The handles were each hand chosen and worked by the children. (I didn’t make a broom this time). The broom is made out of alfalfa stems – we wracked our brains for good materials and couldn’t find any. Unfortunately, they shrink a lot when dry. For some reason I thought I would be able to get them tighter when wet but I had to re-tie my son’s broom and I suspect others did also. Finally, we stamped and embossed the name of the broom on the handles.

My son now rides around the house constantly and wants to figure out some “muggle broom tricks”.



Wands This summer I had a group of children over to do “The Stroyan’s summer school of magic” a la HP. These are the wands we made on the first day…it was a good exercise for my son as he was thinking everything had to be “authentic” (meaning the feathers on the outside would not be OK) but he got over it 🙂

Mine is the second from the end…it has a gold-embossed handle and a peacock feather gently winding around it, and the whole thing has a light coating of gold glitter spray.


A friend commented on a local list how much more delightful her (recently annoying) children were when she fed them and make sure they got enough sleep!

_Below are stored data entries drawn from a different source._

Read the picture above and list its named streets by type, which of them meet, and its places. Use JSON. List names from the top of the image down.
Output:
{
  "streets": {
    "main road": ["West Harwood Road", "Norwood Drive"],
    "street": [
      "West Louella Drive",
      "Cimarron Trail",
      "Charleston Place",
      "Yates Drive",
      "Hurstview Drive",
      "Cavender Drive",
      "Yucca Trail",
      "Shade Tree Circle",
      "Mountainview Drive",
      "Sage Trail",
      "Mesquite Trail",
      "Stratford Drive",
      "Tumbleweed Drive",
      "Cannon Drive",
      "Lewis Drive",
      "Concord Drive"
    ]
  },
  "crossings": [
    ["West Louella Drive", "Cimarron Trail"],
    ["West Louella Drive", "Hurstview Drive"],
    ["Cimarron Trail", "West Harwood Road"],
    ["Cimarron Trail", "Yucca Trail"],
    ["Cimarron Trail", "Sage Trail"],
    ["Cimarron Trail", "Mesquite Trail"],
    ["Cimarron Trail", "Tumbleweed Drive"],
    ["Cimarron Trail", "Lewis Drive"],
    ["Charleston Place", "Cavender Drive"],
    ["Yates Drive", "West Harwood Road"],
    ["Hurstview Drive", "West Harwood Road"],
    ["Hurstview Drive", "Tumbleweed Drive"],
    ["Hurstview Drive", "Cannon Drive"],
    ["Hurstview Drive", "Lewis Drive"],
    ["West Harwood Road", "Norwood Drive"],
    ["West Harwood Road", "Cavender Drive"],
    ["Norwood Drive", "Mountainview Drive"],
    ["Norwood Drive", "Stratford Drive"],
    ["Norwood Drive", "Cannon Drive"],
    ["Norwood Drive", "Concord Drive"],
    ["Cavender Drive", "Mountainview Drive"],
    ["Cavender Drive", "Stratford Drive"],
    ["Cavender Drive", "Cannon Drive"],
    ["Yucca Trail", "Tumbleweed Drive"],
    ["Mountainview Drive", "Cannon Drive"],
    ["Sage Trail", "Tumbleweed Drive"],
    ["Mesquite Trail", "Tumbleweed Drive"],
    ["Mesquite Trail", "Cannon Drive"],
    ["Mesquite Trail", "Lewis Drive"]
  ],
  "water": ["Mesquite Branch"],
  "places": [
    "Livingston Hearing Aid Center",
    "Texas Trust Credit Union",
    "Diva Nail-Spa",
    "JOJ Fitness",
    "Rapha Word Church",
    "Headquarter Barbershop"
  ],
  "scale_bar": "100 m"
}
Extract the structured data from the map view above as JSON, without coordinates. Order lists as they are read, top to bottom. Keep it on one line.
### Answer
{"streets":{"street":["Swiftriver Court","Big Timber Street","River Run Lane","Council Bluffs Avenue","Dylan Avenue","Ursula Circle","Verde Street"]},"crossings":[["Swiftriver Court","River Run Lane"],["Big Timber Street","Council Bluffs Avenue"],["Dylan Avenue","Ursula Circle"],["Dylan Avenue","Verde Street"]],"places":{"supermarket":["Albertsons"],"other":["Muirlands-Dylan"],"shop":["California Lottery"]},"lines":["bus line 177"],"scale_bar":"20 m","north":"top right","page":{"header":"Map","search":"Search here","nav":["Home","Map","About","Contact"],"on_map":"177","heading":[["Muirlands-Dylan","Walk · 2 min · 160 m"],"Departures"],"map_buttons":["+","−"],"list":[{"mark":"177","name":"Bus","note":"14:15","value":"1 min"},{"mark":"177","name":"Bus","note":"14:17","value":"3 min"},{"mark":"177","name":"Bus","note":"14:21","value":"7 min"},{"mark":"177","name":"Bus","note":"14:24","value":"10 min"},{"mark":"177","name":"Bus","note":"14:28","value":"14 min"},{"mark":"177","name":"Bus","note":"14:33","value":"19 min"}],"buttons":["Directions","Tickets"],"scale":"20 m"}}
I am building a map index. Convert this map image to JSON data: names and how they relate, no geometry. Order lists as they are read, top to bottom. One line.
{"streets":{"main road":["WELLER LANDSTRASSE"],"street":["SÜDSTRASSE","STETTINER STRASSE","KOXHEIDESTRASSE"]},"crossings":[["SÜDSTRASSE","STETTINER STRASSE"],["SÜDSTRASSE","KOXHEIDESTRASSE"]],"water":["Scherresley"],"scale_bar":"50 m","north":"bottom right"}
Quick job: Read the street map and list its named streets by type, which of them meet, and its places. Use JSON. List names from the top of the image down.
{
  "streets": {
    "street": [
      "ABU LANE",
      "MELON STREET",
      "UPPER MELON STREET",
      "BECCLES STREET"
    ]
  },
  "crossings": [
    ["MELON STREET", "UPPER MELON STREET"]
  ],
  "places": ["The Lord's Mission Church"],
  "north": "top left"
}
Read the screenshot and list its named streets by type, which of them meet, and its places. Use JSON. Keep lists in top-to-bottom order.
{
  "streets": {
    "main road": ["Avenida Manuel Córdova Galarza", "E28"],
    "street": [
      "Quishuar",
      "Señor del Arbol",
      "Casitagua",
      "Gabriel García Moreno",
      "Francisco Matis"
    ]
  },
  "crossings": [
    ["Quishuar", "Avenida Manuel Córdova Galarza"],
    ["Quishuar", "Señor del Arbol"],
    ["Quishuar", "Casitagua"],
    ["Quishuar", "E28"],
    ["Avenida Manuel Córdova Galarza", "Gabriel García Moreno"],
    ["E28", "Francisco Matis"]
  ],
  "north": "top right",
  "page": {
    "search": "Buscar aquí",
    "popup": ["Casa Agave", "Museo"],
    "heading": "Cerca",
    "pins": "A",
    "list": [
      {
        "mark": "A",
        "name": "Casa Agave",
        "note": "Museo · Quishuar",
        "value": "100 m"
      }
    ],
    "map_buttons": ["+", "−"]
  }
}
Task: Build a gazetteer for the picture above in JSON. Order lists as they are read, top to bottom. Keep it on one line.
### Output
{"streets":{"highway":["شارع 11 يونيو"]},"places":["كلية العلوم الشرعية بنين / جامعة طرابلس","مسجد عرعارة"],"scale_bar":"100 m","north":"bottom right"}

We’ve recently found out that DS has chronically low energy levels – he’s literally running on adrenaline (corresponds to the “not enough rest”) and his body is eating his own muscles for protein (obviously the “well-fed” part) despite adequate intake.

It seems that almost all of his issues – severe anxiety, moods, etc – can be traced back to this basic issue (which is quite complicated once you get into the “why” of it). After a summer of pumping him full of supplements (currently 33 pills/packets/etc total each day, poor child) we are having so many more good days than poor ones – and the poor ones are almost always an impending illness or a sleep disturbance. It’s so nice to see – to just be around! (I wish some of you that came last night had been at the plant exchange – talk about night and day!! At the beginning of the summer he couldn’t even come out into the yard for a party he had helped plan, due to anxiety…and he was so upset about it….last night he was a social butterfly, showing off his guinea pigs and fetching candles so the bugs wouldn’t eat us 🙂

It’s really eye opening…my whole business is based on the philosophy that kids (people!) are doing the best they can with what they’ve got…but there were parts of me that still didn’t quite “get it” until this summer. Ooooh, he’s *not* being rude because I’ve failed as a parent, it’s because he’s drained down to nothing. Get him feeling better and he is a sweetheart. Ooooh, when he says he “can’t” walk back to the table and clear his dishes, he really feels that way, he’s not just trying to be lazy – get him feeling better and he makes me lunch 🙂 Etc.

I’m still really nervous about school though….I’m afraid we will just not be able to keep up and balance all of the stress and exhaustion with supplements and I wish he had more of a reserve built up. I asked him if he was almost ready for school to start, and he said no, he thinks about 5 months of summer would be just right. Smart kid…the way things are going, I wouldn’t mind another month myself!